## Problem to solve:
Look for the word "class" in the entries and copy each line where it appears.

## Supplied records:

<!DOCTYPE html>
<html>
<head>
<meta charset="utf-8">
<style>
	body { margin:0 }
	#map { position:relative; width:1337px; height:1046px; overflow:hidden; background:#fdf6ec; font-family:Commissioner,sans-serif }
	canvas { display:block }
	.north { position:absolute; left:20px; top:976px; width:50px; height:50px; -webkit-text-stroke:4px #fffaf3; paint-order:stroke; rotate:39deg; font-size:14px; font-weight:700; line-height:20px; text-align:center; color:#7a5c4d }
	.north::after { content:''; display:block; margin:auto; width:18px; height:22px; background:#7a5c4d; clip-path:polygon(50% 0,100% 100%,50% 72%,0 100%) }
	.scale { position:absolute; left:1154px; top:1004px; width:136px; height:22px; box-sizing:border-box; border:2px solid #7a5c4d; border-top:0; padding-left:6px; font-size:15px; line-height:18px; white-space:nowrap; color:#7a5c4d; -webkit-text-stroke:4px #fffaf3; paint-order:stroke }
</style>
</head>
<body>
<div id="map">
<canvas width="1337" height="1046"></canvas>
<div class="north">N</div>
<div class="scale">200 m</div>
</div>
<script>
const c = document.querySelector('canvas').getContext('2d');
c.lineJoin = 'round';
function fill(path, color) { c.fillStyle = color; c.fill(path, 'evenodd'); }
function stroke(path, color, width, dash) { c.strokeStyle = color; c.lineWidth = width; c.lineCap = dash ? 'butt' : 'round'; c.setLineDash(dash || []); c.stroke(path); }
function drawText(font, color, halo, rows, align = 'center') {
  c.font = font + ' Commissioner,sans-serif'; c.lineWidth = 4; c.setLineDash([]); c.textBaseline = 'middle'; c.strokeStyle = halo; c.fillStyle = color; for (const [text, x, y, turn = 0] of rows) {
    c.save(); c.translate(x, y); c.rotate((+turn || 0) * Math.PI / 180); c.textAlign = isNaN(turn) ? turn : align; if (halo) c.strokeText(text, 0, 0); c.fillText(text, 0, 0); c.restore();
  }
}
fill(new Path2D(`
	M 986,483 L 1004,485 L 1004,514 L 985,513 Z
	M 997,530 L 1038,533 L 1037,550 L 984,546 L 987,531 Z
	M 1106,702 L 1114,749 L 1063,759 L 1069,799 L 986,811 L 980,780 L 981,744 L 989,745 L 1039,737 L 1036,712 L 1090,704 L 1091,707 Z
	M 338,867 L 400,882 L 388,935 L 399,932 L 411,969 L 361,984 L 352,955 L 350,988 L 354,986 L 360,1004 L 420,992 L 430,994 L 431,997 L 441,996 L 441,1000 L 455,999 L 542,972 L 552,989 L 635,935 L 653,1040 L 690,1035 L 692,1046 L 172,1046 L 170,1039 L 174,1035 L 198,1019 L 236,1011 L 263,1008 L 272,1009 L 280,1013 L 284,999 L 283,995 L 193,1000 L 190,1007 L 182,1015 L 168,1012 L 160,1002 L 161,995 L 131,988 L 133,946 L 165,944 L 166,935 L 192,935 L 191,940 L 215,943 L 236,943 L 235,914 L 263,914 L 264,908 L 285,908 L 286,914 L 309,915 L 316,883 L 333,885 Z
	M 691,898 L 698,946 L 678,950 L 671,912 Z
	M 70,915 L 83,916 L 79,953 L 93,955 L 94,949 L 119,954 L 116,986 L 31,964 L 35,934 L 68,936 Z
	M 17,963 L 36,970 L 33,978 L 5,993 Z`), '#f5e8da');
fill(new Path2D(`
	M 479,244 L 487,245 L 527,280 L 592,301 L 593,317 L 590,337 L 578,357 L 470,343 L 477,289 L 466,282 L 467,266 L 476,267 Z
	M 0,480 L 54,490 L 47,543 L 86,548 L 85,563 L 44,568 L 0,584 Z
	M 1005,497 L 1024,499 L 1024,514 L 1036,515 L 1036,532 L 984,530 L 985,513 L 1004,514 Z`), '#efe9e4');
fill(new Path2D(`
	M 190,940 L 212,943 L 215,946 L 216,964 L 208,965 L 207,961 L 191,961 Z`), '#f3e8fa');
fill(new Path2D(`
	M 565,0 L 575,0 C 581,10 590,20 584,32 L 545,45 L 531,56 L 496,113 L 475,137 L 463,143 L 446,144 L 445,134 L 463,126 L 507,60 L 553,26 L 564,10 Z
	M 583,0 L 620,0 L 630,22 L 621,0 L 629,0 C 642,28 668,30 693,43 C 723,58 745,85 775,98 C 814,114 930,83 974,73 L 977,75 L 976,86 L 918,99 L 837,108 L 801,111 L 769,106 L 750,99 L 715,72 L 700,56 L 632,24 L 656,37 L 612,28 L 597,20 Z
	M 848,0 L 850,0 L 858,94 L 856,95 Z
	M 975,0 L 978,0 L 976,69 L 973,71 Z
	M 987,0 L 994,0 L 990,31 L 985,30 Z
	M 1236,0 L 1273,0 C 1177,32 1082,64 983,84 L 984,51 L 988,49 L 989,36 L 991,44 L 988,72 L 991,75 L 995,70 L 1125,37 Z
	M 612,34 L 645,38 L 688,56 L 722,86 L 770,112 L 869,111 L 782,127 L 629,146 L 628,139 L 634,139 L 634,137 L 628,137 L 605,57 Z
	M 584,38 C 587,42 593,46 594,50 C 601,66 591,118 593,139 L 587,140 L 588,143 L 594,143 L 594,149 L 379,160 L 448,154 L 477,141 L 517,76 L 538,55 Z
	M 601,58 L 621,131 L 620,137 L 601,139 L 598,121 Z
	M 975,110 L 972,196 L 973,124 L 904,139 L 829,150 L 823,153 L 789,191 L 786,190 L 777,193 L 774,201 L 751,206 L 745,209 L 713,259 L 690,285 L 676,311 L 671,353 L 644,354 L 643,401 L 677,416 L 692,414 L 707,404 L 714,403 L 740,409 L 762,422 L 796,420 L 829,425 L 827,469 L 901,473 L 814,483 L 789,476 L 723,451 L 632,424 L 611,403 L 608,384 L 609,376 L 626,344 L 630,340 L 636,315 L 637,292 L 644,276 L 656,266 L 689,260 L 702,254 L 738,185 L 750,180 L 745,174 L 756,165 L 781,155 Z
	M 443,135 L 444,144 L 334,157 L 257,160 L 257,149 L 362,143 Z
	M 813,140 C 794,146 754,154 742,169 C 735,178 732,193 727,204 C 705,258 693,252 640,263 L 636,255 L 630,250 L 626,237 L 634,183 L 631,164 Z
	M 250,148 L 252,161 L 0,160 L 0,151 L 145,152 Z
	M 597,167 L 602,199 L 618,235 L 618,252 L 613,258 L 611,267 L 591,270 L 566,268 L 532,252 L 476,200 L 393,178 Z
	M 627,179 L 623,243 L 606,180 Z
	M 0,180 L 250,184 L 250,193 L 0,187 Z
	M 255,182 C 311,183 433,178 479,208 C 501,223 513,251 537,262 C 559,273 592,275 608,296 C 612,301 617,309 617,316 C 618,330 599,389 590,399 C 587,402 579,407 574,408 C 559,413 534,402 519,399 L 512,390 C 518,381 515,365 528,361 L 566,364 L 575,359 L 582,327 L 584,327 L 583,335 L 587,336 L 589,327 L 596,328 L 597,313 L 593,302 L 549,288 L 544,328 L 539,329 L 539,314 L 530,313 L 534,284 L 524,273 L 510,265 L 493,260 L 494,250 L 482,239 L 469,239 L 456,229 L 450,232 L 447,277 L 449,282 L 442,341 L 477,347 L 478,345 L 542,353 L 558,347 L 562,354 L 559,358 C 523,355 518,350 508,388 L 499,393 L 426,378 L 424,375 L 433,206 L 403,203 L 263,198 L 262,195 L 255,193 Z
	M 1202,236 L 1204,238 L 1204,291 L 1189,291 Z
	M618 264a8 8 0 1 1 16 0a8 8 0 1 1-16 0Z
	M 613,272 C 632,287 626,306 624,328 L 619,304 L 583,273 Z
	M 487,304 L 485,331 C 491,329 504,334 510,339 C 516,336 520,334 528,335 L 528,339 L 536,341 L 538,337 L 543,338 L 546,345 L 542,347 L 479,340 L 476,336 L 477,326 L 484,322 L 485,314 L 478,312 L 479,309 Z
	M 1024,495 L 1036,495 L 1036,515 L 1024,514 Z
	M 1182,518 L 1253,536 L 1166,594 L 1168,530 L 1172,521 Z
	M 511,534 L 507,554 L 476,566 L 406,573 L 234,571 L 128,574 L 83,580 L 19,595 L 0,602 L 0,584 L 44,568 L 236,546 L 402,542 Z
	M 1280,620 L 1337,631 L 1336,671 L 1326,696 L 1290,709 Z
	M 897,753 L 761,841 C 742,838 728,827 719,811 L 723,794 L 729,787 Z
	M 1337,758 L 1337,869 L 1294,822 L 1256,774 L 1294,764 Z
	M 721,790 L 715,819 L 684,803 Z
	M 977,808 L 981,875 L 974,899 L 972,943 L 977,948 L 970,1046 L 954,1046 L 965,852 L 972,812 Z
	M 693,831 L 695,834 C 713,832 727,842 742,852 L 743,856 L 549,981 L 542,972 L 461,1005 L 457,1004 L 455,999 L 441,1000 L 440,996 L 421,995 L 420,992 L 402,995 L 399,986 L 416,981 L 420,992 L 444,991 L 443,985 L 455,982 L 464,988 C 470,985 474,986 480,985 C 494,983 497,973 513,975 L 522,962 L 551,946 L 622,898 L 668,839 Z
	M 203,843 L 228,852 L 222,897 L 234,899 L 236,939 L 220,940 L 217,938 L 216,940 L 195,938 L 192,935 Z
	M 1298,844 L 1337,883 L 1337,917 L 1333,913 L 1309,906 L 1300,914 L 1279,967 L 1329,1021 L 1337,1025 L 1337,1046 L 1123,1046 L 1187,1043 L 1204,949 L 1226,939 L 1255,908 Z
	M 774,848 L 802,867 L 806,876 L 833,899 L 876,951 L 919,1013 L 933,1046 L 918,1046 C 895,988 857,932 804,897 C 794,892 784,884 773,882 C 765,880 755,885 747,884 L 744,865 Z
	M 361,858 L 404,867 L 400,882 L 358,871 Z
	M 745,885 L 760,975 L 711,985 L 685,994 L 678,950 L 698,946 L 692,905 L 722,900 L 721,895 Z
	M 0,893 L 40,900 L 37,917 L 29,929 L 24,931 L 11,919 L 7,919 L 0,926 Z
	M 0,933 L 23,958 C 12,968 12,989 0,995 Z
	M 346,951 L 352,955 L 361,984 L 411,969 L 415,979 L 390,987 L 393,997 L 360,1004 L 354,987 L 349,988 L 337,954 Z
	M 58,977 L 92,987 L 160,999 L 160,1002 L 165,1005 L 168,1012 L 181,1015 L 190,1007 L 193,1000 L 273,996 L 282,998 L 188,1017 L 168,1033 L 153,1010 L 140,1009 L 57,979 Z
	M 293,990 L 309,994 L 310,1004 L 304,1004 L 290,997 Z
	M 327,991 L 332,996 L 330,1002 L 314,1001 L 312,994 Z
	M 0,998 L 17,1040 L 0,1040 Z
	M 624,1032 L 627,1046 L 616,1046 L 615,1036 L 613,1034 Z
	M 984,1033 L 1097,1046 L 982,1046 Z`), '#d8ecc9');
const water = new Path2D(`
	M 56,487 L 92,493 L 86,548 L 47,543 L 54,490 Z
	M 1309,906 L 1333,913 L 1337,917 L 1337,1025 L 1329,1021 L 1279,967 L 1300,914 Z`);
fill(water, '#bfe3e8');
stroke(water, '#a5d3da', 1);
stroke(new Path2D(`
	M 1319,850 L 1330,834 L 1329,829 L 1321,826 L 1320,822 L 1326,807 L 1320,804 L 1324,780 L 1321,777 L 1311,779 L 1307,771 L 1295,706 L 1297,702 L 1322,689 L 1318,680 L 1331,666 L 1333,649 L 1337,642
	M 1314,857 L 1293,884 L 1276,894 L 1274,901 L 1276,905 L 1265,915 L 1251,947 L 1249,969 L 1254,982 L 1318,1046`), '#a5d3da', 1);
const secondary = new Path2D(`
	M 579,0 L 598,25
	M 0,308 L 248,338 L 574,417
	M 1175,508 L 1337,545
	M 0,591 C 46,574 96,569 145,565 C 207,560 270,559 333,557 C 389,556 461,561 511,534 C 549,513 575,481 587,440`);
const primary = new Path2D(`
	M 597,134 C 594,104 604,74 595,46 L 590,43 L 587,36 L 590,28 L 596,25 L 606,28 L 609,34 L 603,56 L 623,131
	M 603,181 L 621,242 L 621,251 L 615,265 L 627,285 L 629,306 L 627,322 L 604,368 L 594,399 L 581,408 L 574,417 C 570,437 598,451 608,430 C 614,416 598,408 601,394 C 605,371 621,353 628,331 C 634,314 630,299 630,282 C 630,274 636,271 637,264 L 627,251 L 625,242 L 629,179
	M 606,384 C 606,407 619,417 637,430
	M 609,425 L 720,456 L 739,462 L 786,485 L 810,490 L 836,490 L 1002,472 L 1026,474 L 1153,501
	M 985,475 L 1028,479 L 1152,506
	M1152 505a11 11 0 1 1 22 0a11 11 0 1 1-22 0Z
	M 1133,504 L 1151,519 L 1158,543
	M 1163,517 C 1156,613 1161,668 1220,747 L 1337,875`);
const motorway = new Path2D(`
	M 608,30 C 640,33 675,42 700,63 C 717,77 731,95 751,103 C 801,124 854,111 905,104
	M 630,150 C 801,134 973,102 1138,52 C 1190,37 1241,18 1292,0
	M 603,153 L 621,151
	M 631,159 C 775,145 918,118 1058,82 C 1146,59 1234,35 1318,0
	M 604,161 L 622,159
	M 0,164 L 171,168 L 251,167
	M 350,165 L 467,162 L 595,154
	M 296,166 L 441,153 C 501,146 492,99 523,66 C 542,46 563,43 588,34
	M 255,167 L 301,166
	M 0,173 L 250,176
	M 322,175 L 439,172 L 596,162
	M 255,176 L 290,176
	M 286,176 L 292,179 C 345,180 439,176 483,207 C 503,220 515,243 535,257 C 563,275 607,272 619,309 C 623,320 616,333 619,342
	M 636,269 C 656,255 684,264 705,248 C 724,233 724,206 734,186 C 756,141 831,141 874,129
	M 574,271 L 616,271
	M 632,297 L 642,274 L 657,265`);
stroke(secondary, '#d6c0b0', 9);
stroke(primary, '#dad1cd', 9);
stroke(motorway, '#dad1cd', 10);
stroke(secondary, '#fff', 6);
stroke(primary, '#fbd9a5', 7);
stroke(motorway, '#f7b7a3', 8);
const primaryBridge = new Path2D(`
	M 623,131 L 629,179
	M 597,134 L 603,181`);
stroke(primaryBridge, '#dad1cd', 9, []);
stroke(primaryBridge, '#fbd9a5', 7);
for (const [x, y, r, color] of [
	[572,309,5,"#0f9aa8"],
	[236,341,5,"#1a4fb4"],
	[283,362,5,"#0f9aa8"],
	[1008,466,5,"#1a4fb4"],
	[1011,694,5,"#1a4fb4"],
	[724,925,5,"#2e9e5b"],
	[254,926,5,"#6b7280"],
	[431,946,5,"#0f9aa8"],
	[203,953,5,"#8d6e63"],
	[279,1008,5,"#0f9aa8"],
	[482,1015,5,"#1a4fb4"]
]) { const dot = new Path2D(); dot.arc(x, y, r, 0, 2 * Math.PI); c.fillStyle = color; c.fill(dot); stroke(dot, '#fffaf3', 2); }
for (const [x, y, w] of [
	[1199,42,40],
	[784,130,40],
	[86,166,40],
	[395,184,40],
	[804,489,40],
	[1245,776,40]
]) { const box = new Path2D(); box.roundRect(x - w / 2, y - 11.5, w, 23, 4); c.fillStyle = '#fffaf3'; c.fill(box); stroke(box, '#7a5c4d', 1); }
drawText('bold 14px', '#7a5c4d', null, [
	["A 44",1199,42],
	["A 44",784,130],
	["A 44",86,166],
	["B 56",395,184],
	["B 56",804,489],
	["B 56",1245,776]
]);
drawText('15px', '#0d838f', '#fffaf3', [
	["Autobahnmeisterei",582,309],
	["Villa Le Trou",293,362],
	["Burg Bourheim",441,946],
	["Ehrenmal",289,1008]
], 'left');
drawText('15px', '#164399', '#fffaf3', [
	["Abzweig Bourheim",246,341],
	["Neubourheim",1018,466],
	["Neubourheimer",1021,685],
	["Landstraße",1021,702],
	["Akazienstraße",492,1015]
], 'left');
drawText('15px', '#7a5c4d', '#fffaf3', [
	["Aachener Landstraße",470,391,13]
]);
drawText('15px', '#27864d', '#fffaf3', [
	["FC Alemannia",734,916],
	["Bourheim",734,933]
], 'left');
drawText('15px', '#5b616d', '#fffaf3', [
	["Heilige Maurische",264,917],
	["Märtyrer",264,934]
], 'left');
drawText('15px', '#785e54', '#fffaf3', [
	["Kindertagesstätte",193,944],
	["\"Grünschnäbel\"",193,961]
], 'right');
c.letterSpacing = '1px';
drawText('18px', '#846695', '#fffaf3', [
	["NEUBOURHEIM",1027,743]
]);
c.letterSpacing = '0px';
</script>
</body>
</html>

## Response for this exercise:
<div class="north">N</div>
<div class="scale">200 m</div>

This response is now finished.